ITR Filing Guide: How to Claim Zero Tax Liability Under Section 87A
Understanding the nuances of the new and old tax regimes is crucial for taxpayers aiming to minimize their tax burden. While many confuse the basic exemption limit with tax-free income, the real secret to paying zero tax lies in the Section 87A rebate.
Understanding the Section 87A Rebate
The Section 87A rebate is a mechanism designed to provide tax relief to resident individuals whose total taxable income falls below specific thresholds. It is important to note that the rebate is applied after the tax is calculated according to the applicable slabs but before the addition of the health and education cess.
Essentially, the rebate reduces your calculated tax liability to zero, provided your income remains within the prescribed limits. This is distinct from the basic exemption limit; for instance, under the new regime, the basic exemption is ₹4 lakh, but the rebate allows for much higher income levels to remain tax-free.
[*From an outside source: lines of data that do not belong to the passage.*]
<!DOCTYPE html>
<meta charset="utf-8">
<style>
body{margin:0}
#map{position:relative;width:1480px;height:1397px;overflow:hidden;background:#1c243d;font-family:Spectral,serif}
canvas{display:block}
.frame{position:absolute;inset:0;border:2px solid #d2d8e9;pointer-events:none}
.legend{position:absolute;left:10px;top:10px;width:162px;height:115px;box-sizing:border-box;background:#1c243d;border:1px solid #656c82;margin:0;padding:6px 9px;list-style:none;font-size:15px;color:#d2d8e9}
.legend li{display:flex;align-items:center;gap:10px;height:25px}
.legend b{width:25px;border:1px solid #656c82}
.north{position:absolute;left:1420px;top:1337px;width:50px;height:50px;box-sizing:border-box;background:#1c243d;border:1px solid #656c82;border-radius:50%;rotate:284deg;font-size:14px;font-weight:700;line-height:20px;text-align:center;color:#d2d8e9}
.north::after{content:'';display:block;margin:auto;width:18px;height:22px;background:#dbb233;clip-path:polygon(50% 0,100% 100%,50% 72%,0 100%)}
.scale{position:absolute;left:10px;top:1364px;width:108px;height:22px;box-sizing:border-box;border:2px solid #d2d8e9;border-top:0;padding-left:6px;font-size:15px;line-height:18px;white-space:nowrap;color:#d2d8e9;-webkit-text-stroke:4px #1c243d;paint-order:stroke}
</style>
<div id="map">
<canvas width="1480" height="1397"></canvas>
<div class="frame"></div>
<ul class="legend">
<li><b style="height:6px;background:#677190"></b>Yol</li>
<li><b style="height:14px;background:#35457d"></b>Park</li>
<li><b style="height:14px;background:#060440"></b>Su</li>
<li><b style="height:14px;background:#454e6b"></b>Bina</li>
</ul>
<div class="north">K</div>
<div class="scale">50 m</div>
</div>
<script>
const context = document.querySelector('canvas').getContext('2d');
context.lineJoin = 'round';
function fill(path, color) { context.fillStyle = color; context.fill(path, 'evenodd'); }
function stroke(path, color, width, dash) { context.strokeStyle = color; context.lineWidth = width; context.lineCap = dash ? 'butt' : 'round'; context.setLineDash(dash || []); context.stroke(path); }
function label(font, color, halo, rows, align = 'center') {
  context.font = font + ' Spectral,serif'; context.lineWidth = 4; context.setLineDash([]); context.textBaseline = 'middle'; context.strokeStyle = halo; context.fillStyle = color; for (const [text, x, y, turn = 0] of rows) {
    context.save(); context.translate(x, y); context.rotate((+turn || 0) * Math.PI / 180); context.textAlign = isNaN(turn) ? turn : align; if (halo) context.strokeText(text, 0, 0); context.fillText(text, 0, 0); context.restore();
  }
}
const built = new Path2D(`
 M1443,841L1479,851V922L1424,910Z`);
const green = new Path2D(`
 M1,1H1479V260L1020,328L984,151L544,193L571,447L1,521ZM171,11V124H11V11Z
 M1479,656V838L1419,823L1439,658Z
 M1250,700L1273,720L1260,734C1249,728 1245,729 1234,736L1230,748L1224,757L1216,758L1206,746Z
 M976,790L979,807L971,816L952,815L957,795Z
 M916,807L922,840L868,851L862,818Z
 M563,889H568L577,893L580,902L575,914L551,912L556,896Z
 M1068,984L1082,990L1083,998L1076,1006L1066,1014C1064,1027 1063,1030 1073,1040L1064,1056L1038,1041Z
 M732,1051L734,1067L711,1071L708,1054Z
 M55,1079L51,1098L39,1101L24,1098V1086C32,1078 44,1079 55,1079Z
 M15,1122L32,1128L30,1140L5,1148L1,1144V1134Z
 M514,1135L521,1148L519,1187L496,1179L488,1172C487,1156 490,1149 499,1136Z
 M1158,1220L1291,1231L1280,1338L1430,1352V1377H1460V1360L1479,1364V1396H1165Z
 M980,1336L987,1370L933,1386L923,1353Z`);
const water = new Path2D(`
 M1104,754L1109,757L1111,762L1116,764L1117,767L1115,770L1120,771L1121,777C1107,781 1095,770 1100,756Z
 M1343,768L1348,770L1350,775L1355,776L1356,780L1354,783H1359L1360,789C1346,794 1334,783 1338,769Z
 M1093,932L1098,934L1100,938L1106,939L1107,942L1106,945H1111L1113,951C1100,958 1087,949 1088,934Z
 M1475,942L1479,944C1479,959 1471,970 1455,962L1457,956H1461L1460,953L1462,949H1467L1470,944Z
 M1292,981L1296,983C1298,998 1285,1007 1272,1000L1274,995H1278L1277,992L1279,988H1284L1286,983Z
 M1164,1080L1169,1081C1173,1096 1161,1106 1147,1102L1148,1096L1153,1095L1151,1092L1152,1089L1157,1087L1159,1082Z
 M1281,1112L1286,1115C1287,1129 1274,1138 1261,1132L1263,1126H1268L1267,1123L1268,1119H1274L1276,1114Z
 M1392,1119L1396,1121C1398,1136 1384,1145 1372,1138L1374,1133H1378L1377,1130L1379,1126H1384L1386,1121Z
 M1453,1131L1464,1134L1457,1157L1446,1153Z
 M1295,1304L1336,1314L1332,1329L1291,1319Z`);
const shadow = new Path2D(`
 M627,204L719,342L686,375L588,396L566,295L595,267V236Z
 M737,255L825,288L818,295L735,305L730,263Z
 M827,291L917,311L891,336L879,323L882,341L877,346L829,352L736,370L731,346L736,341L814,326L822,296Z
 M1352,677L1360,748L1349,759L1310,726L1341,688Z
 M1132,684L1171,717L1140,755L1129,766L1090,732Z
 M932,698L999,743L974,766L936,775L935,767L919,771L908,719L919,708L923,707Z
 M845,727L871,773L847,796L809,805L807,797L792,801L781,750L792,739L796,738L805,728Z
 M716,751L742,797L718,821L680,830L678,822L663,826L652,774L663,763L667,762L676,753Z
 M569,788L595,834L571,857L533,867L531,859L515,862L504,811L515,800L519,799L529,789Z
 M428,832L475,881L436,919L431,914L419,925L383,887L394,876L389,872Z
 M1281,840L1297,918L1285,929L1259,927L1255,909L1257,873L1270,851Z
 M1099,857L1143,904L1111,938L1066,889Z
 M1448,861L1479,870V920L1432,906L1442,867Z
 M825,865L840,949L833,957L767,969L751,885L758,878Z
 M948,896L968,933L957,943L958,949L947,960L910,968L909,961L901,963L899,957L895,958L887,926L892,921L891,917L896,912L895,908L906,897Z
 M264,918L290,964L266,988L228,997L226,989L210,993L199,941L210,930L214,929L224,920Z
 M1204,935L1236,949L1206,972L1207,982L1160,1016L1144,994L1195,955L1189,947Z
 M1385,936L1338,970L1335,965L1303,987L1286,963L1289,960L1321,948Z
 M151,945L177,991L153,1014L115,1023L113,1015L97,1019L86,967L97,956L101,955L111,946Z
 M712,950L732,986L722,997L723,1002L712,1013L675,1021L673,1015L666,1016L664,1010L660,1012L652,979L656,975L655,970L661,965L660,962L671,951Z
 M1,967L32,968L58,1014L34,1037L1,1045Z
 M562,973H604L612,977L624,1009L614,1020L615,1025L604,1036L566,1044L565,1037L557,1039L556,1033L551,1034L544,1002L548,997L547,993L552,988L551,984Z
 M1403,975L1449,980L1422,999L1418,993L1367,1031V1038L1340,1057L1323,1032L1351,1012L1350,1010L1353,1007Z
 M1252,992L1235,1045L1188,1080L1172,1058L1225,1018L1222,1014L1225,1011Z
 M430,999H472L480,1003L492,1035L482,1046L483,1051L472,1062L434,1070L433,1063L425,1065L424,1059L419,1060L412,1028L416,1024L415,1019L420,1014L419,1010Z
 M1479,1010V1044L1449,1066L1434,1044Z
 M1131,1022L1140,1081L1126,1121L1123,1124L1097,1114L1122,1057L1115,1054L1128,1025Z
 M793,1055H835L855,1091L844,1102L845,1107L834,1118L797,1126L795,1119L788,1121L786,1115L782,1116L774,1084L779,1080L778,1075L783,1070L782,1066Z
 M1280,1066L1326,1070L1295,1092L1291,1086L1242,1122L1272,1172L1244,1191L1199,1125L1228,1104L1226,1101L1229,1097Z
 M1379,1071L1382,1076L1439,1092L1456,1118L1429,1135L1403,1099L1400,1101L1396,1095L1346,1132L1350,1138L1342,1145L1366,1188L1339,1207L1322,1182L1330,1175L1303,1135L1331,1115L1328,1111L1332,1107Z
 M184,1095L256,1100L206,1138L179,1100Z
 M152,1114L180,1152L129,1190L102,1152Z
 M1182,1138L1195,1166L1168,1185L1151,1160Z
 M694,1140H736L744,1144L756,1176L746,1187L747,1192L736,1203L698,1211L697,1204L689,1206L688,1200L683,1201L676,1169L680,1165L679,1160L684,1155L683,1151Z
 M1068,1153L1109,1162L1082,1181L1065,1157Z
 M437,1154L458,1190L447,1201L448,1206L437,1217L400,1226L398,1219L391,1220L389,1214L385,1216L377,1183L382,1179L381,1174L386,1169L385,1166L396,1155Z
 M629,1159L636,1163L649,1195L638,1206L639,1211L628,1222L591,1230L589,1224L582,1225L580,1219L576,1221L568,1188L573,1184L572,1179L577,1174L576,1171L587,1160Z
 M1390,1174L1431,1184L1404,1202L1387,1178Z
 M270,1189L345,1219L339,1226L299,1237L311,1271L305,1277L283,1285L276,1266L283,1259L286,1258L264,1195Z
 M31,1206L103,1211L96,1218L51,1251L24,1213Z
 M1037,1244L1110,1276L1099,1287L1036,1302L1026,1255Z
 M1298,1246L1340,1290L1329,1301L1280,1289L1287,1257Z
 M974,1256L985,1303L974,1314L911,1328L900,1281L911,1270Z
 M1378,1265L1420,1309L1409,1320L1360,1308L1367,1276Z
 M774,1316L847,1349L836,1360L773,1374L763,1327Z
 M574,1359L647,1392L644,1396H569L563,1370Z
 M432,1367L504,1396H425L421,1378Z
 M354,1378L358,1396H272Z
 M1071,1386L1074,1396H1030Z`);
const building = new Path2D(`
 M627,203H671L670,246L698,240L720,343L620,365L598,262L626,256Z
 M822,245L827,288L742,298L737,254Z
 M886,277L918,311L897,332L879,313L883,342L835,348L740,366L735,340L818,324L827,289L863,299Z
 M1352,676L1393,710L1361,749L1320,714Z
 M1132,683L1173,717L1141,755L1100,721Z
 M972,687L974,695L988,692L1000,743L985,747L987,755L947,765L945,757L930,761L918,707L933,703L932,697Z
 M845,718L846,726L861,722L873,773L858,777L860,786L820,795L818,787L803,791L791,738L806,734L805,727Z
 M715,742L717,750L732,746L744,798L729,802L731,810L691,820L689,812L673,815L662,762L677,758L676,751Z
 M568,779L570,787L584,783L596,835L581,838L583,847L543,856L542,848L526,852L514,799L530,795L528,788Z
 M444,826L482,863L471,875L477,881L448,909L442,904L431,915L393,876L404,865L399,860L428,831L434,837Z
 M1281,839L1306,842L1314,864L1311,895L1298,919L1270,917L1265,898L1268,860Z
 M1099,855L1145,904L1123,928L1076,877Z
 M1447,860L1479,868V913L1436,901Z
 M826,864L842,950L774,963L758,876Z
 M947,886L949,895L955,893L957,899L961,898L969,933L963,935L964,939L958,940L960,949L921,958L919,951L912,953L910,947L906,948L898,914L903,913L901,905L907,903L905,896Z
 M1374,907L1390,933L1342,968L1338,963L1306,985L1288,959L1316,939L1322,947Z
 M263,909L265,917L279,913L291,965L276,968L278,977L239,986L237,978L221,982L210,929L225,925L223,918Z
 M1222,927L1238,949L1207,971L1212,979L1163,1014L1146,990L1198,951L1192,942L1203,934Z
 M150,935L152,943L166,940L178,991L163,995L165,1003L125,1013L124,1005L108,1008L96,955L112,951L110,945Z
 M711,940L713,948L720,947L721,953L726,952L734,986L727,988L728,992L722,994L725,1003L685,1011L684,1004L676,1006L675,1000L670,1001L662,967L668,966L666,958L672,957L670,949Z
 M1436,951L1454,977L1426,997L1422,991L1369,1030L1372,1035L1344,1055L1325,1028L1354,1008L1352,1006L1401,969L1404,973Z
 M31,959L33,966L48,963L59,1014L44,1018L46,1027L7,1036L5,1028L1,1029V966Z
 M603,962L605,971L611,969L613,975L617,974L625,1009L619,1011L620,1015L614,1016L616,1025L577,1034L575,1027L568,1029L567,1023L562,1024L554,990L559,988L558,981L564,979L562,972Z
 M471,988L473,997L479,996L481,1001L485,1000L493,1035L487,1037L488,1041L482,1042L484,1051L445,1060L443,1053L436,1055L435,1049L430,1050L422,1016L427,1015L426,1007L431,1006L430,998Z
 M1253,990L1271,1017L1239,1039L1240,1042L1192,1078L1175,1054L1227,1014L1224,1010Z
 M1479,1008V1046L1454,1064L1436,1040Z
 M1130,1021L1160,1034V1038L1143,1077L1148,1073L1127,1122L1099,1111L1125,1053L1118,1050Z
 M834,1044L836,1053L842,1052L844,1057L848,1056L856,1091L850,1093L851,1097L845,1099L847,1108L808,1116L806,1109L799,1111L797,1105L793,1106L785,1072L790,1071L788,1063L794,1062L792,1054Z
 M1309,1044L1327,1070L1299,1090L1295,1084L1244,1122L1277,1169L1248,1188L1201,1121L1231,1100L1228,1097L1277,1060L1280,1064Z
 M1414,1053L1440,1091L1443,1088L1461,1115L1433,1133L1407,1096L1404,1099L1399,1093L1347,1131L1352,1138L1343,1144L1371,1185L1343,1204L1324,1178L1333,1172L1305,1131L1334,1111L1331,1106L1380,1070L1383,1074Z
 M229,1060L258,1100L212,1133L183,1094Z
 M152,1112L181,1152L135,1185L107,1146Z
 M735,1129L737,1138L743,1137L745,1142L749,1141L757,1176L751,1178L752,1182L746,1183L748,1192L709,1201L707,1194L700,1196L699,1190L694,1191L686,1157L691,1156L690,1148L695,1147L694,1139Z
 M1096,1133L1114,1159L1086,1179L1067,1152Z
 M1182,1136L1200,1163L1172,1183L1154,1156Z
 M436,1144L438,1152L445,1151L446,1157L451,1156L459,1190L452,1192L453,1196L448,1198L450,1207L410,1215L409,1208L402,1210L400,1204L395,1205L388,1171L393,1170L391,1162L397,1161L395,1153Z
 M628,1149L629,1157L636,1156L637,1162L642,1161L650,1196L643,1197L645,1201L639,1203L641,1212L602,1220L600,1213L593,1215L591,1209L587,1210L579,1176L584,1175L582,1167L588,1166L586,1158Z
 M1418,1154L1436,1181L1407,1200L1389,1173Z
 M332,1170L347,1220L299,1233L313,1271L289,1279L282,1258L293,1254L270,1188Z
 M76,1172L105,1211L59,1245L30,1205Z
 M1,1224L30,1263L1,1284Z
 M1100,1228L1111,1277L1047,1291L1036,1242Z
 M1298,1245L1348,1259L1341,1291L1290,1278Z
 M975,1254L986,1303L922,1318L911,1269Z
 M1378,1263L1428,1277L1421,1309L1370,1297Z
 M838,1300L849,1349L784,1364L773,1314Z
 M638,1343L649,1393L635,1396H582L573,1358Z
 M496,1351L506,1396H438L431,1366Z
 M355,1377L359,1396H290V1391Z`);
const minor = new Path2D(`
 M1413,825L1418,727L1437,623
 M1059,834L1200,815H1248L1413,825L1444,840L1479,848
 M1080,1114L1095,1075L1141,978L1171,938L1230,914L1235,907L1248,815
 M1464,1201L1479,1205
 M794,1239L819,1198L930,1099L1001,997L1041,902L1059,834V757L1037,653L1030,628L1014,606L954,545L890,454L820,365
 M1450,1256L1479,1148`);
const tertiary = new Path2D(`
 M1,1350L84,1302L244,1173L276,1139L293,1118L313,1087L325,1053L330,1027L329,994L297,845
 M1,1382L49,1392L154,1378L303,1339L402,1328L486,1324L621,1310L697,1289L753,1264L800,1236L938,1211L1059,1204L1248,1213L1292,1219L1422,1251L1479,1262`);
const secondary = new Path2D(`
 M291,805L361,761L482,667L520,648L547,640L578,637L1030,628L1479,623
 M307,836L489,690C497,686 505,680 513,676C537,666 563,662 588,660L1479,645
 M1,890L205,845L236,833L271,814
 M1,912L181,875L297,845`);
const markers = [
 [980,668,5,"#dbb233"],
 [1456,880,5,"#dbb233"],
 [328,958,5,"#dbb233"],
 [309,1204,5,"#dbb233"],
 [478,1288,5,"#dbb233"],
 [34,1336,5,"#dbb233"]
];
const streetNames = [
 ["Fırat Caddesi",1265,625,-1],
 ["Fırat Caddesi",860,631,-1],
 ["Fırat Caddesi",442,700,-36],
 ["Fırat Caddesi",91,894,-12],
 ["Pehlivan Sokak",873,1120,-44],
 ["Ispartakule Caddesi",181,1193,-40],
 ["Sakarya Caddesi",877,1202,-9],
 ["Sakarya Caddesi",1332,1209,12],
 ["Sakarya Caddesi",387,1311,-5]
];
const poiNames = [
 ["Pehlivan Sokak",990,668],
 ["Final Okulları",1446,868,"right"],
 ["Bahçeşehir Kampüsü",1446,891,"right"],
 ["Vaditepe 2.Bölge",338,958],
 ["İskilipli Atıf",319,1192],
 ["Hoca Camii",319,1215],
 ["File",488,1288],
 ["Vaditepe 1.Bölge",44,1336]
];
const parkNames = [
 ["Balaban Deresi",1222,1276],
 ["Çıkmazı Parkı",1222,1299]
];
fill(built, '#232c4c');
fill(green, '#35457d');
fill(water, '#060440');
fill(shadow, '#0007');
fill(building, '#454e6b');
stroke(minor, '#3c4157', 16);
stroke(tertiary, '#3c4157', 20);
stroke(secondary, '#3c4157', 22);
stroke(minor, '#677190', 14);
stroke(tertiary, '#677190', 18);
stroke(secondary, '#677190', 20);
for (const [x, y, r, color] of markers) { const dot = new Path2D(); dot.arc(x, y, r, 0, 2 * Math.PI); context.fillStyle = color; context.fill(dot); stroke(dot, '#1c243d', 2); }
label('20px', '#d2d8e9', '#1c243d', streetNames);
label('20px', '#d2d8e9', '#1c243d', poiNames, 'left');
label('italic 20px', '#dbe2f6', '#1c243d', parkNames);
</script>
Zero Tax Limits: New vs. Old Regime
The eligibility for a "zero tax" status differs significantly depending on which regime you choose for the Financial Year 2025-26:
- New Tax Regime: This regime offers much broader relief. Individuals with a total income of up to ₹12 lakh can claim a rebate of up to ₹60,000. This effectively means that if your taxable income is ₹12 lakh or less, your tax liability becomes nil.
- Old Tax Regime: The relief under the old regime is more conservative. A rebate of up to ₹12,500 is available, but it is only applicable to individuals whose total taxable income does not exceed ₹5 lakh.
Marginal Relief: A Safety Net for Higher Earners
One of the most critical features of the new tax regime is "marginal relief." This is designed to protect taxpayers whose income slightly exceeds the ₹12 lakh threshold, ensuring they aren't unfairly penalized by a tax amount that is disproportionately high compared to their extra income.
If your total taxable income is below ₹12,70,588, the marginal relief rule ensures that the tax you pay is limited to the exact amount by which your income exceeds ₹12 lakh. For example, if your taxable income is ₹12,02,000, rather than paying the full calculated tax, the relief mechanism would limit your tax to just ₹2,000. However, once income exceeds ₹12,70,588, this marginal relief is no longer available.
Important Restrictions and Changes
Taxpayers must be cautious, as the Section 87A rebate is not universal across all types of income. Under the new regime, the rebate cannot be claimed against income taxed at special rates, such as capital gains or lottery winnings. Under the old regime, while more flexible, the rebate cannot be applied against long-term capital gains (LTCG) from equity shares or equity-oriented funds under Section 112A.
Looking ahead, taxpayers should note that Section 87A of the Income Tax Act, 1961, will be replaced by Section 156 of the Income Tax Act, 2025, effective from April 1, 2026.
Key Takeaways
- New Regime Advantage: You can achieve zero tax liability under the new regime for total income up to ₹12 lakh via a ₹60,000 rebate.
- Old Regime Limit: The old regime only provides zero tax benefits for those with a total taxable income up to ₹5 lakh.
- Marginal Relief Benefit: Under the new regime, marginal relief protects taxpayers with income up to ₹12,70,588 from paying excessive tax when they slightly cross the ₹12 lakh mark.